Collected data entries:
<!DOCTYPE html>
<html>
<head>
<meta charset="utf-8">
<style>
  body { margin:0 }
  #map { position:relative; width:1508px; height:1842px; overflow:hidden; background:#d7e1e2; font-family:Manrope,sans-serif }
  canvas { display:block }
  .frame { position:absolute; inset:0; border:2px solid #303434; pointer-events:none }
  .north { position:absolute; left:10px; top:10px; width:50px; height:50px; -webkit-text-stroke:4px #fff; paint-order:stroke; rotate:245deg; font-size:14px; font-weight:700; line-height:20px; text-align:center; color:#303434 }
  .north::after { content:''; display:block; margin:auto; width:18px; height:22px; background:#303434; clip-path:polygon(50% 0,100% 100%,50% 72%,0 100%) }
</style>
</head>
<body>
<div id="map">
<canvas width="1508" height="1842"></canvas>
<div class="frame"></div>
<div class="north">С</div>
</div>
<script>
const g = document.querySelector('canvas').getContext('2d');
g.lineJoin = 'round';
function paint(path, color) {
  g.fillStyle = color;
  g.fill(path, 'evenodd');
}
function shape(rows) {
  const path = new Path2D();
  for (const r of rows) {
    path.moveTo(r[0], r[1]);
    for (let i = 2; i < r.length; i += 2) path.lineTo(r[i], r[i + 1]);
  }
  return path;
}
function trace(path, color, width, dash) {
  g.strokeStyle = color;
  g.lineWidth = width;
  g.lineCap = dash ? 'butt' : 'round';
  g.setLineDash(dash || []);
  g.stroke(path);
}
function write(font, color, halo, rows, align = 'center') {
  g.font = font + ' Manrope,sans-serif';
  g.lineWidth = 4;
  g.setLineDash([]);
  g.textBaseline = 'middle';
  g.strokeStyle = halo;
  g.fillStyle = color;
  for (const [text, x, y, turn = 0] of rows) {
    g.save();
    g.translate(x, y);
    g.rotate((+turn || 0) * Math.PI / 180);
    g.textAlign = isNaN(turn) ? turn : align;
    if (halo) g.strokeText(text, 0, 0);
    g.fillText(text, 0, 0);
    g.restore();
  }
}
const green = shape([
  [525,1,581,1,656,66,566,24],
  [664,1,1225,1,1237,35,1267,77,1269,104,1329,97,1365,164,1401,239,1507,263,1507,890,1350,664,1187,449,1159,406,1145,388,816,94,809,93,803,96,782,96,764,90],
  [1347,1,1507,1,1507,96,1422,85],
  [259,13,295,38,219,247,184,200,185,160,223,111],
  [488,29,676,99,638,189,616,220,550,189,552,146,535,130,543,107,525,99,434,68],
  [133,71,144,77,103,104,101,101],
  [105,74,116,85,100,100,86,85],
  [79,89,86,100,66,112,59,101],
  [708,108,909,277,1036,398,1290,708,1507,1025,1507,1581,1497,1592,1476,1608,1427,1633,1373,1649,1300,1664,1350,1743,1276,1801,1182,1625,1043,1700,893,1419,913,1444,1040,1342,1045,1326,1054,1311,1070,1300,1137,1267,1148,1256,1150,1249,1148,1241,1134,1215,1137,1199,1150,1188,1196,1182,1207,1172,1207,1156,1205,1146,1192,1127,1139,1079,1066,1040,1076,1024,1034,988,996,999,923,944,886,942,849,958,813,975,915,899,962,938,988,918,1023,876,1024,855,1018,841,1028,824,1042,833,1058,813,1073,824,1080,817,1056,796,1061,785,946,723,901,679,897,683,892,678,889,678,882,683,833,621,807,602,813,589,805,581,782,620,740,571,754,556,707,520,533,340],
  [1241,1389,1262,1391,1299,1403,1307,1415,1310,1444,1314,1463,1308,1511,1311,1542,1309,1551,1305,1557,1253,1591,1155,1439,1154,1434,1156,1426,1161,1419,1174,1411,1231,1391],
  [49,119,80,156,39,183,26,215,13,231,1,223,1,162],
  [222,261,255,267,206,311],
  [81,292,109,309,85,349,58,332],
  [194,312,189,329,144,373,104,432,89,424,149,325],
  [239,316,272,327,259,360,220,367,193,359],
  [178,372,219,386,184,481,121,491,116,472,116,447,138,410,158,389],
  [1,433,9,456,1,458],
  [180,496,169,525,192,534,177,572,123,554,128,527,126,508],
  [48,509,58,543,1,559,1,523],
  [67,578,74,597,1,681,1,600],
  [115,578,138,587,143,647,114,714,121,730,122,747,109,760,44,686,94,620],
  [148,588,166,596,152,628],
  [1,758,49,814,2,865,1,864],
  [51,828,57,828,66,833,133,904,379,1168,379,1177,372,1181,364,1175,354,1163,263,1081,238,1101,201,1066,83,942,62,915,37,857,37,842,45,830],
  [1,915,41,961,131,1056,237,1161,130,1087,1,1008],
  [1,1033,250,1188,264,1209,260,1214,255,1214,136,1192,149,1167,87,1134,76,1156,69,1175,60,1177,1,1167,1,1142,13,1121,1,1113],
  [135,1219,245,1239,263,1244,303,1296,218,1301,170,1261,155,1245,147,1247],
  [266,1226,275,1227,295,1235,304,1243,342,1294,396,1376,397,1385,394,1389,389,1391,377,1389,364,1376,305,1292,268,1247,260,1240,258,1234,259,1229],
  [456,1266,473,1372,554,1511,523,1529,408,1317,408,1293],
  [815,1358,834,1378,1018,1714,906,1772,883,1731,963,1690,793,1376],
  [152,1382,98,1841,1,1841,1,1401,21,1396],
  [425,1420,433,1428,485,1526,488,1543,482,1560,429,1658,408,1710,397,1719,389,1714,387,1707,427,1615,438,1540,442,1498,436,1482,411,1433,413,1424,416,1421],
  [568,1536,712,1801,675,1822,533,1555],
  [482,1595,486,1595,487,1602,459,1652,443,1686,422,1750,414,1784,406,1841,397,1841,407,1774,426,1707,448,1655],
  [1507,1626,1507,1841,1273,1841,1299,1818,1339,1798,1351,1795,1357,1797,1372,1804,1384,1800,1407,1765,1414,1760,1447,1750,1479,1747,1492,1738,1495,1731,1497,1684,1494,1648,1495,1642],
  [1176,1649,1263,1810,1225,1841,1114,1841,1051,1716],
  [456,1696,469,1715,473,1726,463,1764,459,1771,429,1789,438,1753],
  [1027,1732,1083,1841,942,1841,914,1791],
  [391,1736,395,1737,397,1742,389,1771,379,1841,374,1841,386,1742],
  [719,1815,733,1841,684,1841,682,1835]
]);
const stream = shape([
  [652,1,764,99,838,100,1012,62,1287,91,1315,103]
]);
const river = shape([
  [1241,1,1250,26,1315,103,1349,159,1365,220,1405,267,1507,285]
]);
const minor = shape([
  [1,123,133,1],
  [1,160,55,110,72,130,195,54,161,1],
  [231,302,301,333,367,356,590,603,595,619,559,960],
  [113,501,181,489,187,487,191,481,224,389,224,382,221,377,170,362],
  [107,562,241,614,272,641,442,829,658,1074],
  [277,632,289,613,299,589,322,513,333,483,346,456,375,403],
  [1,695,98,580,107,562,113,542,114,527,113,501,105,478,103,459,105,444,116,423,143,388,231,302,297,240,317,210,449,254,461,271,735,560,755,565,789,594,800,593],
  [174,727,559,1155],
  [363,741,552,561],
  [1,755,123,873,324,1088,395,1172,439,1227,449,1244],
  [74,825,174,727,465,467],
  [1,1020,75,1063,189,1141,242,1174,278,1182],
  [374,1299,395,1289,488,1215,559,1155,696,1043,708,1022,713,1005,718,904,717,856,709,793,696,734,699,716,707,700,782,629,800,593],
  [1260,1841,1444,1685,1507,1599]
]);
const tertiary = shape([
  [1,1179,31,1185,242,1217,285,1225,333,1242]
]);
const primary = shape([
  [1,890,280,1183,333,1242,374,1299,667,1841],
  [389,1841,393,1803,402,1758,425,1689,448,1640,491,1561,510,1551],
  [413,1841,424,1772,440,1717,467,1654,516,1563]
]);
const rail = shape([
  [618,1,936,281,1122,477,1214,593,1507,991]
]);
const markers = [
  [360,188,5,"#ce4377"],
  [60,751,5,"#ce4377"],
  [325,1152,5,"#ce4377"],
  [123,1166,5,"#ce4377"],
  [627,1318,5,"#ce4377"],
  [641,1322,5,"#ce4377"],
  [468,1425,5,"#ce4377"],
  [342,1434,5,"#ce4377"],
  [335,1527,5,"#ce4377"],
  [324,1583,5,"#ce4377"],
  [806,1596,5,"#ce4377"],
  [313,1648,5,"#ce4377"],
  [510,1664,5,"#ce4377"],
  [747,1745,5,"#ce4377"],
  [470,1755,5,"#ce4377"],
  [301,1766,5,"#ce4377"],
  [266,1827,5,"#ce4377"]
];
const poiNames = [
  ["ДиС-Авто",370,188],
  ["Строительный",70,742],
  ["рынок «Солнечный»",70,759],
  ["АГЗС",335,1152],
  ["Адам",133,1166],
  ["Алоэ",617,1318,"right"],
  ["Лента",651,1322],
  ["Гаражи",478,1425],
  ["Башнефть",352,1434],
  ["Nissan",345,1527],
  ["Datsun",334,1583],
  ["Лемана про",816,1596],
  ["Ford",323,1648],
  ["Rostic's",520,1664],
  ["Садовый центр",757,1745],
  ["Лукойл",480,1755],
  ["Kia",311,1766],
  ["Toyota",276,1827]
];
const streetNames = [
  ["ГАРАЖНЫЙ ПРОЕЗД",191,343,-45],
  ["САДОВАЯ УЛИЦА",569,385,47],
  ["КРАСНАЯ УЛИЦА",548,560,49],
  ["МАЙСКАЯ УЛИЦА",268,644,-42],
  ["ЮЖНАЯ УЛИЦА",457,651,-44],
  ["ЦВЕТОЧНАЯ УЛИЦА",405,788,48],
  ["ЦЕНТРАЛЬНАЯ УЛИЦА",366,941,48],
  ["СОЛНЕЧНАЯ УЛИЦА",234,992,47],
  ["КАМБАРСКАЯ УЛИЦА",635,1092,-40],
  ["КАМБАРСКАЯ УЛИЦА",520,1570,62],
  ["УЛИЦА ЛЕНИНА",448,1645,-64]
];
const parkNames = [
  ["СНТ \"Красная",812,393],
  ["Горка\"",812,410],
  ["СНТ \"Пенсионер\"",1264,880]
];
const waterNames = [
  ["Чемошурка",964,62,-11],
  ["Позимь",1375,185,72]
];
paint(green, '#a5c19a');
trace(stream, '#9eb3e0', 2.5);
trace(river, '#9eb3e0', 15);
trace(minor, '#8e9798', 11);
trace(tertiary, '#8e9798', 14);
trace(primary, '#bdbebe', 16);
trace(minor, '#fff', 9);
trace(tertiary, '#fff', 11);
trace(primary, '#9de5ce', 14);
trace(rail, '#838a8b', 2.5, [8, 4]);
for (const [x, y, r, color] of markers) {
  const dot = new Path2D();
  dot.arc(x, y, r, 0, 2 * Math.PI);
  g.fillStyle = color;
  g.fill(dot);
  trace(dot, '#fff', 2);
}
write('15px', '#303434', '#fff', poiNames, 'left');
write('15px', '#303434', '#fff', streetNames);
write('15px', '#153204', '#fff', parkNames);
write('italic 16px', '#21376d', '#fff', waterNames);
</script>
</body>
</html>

### [THE TASK]
Return a copy of each line in the records above that has "halo" in it.

### [RESULT OF THIS EXERCISE]
function write(font, color, halo, rows, align = 'center') {
  g.strokeStyle = halo;
    if (halo) g.strokeText(text, 0, 0);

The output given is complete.